### Excerpted records
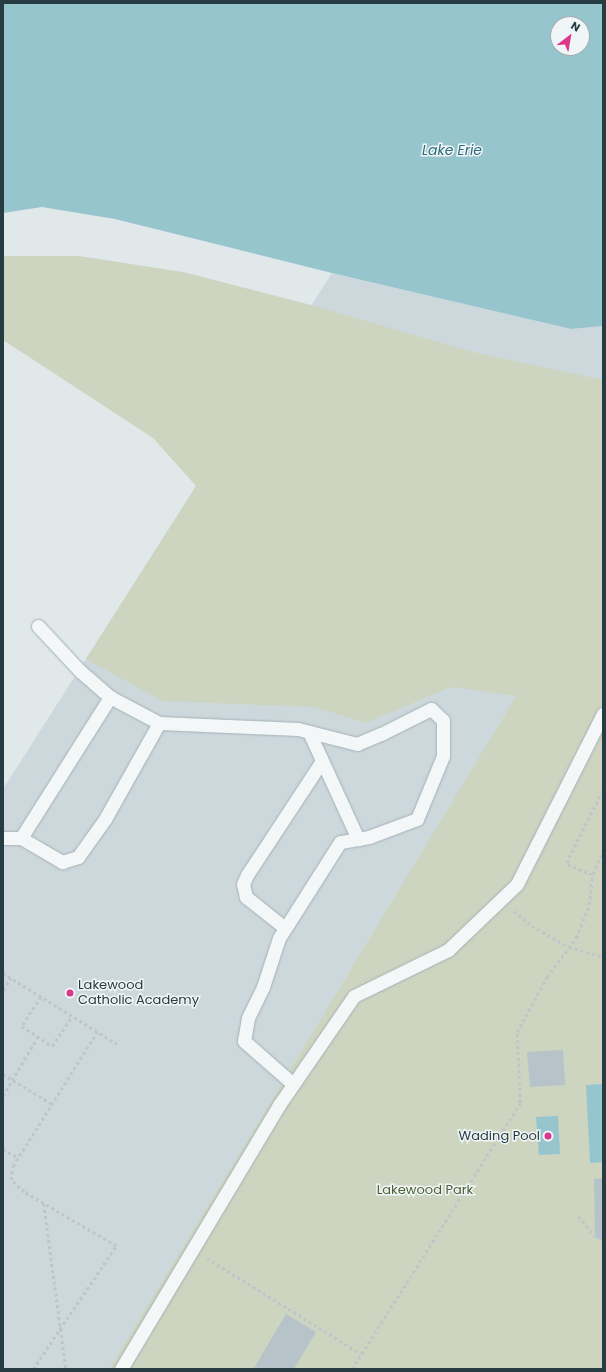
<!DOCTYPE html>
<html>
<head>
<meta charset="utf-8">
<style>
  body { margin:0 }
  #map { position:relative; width:606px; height:1372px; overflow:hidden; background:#e0e8ea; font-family:Poppins,sans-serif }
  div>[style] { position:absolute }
  .built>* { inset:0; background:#cdd8dd }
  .green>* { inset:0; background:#cdd5c0 }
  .water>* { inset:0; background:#97c5ce }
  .building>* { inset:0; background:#b6c3c8 }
  .path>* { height:2.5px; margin-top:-1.25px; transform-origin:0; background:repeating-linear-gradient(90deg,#bec6c9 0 3px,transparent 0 6px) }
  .roads { filter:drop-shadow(0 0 1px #a5b1b5) drop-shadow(0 0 1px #a5b1b5) }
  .lane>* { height:13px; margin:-6.5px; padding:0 6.5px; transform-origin:6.5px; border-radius:6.5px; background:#f3f7f8 }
  .dots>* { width:11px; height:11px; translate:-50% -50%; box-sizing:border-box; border:2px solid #f0f6f7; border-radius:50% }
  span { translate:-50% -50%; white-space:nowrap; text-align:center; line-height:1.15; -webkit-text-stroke:3px #f0f6f7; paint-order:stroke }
  .poi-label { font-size:13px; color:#273b43 }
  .left { translate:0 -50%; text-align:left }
  .right { translate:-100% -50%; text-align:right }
  .park-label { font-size:13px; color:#4c6132 }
  .water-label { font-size:14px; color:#2c6c7c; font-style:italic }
  .frame { position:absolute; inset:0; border:4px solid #273b43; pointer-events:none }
  .north { position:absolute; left:550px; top:16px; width:40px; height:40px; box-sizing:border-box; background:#f0f6f7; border:1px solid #a0abaf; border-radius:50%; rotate:31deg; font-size:11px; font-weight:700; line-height:16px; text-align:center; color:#273b43 }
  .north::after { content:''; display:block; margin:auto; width:14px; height:18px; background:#dc388b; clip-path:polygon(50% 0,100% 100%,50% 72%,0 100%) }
</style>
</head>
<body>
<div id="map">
  <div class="built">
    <div style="clip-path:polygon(332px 273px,571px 329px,603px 326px,603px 553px,109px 1369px,3px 1369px,3px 789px)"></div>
  </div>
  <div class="green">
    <div style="clip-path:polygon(3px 256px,79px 256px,183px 272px,311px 305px,473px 352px,603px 380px,603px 1369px,109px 1369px,516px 696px,451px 687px,366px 723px,314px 707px,162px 701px,86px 659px,196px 486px,153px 438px,3px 340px)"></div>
  </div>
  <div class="water">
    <div style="clip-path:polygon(evenodd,3px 3px,603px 3px,603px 326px,571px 329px,332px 273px,115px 219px,42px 207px,3px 213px,3px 3px,558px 24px,582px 24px,582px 48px,558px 48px,558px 24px)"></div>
    <div style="clip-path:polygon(603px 1084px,603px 1162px,590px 1163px,586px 1085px)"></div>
    <div style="clip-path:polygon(558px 1116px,560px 1154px,539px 1155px,536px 1117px)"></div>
  </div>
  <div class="building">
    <div style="clip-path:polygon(563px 1050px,565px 1085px,530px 1087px,527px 1052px)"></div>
    <div style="clip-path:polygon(603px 1178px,603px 1238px,595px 1238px,594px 1179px)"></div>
    <div style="clip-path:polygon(286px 1314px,316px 1332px,294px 1369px,255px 1369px,254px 1368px)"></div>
  </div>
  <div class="path">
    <div style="left:603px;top:791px;width:77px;rotate:116.9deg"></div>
    <div style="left:568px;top:860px;width:4px;rotate:90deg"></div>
    <div style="left:568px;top:864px;width:23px;rotate:25deg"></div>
    <div style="left:589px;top:874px;width:4px"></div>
    <div style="left:593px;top:874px;width:26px;rotate:-67deg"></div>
    <div style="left:514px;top:911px;width:23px;rotate:40deg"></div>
    <div style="left:532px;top:926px;width:43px;rotate:29.6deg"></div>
    <div style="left:569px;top:947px;width:35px;rotate:16deg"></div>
    <div style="left:3px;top:973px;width:134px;rotate:31.9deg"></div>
    <div style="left:3px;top:990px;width:14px;rotate:-56deg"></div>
    <div style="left:41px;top:997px;width:35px;rotate:123deg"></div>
    <div style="left:22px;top:1026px;width:36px;rotate:34deg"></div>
    <div style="left:52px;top:1046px;width:36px;rotate:-56deg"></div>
    <div style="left:3px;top:1074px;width:57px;rotate:31.5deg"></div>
    <div style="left:3px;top:1096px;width:69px;rotate:-59.7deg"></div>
    <div style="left:3px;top:1149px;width:18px;rotate:29deg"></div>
    <div style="left:44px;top:1204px;width:166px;rotate:82.4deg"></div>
    <div style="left:579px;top:1216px;width:24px;rotate:52deg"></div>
    <div style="left:594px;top:1235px;width:10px;rotate:29deg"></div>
    <div style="left:207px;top:1258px;width:181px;rotate:31.9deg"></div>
    <div style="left:33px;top:1369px;width:148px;rotate:-56deg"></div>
    <div style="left:116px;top:1246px;width:107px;rotate:-149.6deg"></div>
    <div style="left:24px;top:1192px;width:18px;rotate:-137deg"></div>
    <div style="left:11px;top:1180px;width:14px;rotate:-82deg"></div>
    <div style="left:13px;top:1166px;width:158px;rotate:-57.9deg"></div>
    <div style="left:352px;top:1369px;width:315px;rotate:-57.7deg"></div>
    <div style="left:520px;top:1103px;width:71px;rotate:-92.4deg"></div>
    <div style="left:517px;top:1032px;width:63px;rotate:-61.4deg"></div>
    <div style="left:547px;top:977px;width:49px;rotate:-53.4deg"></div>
    <div style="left:576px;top:938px;width:35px;rotate:-68deg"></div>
    <div style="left:589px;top:905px;width:31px;rotate:-83deg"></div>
  </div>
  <div class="roads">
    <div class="lane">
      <div style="left:38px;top:626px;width:62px;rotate:47deg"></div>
      <div style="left:80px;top:671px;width:40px;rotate:41deg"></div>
      <div style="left:309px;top:732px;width:118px;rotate:65.4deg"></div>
      <div style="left:3px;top:838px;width:18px"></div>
      <div style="left:21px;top:838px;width:48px;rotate:30.3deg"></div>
      <div style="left:62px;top:862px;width:17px;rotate:-17deg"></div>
      <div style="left:78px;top:857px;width:47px;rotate:-54.6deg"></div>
      <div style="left:105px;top:819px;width:110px;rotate:-60.6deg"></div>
      <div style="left:21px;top:838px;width:167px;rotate:-57.7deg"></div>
      <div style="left:110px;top:697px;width:55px;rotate:28deg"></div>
      <div style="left:159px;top:723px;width:139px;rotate:2.5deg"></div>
      <div style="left:298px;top:729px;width:61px;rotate:14.3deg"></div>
      <div style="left:357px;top:744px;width:26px;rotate:-23deg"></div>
      <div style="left:381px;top:734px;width:56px;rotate:-26.6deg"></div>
      <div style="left:431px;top:709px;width:16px;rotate:43deg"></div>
      <div style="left:443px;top:720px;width:36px;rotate:90deg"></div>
      <div style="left:443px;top:756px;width:68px;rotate:112.4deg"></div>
      <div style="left:417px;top:819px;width:51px;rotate:159.4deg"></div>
      <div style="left:369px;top:837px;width:29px;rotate:170deg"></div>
      <div style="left:340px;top:842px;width:114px;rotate:122.4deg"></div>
      <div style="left:279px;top:938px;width:52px;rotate:108.1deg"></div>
      <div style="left:263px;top:987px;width:34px;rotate:116deg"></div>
      <div style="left:248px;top:1018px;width:23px;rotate:100deg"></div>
      <div style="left:244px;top:1041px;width:65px;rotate:41.3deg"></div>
      <div style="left:285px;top:928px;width:50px;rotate:-141.5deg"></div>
      <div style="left:246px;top:897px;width:13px;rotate:-103deg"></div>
      <div style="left:243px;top:884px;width:10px;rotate:-66deg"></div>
      <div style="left:247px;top:875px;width:136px;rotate:-56.7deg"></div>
      <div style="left:121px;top:1369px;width:308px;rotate:-59.1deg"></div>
      <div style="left:279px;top:1105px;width:132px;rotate:-55.5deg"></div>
      <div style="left:354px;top:996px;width:105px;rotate:-26.1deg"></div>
      <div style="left:448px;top:950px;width:95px;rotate:-43.7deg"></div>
      <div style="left:517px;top:884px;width:191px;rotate:-63.2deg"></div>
    </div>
  </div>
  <div class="dots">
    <div style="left:70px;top:993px;background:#dc388b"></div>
    <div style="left:548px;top:1136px;background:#dc388b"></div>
  </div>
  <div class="poi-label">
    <span class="left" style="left:78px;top:993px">Lakewood<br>Catholic Academy</span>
    <span class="right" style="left:540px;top:1136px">Wading Pool</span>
  </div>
  <div class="park-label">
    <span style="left:425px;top:1190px">Lakewood Park</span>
  </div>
  <div class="water-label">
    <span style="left:452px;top:150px">Lake Erie</span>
  </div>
  <div class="frame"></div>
  <div class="north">N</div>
</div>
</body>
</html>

### What is being asked
Above are the records; repeat exactly the lines from the one holding "position:relative; width:606px; height:1372px;" down to the one holding "filter:drop-shadow(0 0 1px", end lines included.

### Answer below
  #map { position:relative; width:606px; height:1372px; overflow:hidden; background:#e0e8ea; font-family:Poppins,sans-serif }
  div>[style] { position:absolute }
  .built>* { inset:0; background:#cdd8dd }
  .green>* { inset:0; background:#cdd5c0 }
  .water>* { inset:0; background:#97c5ce }
  .building>* { inset:0; background:#b6c3c8 }
  .path>* { height:2.5px; margin-top:-1.25px; transform-origin:0; background:repeating-linear-gradient(90deg,#bec6c9 0 3px,transparent 0 6px) }
  .roads { filter:drop-shadow(0 0 1px #a5b1b5) drop-shadow(0 0 1px #a5b1b5) }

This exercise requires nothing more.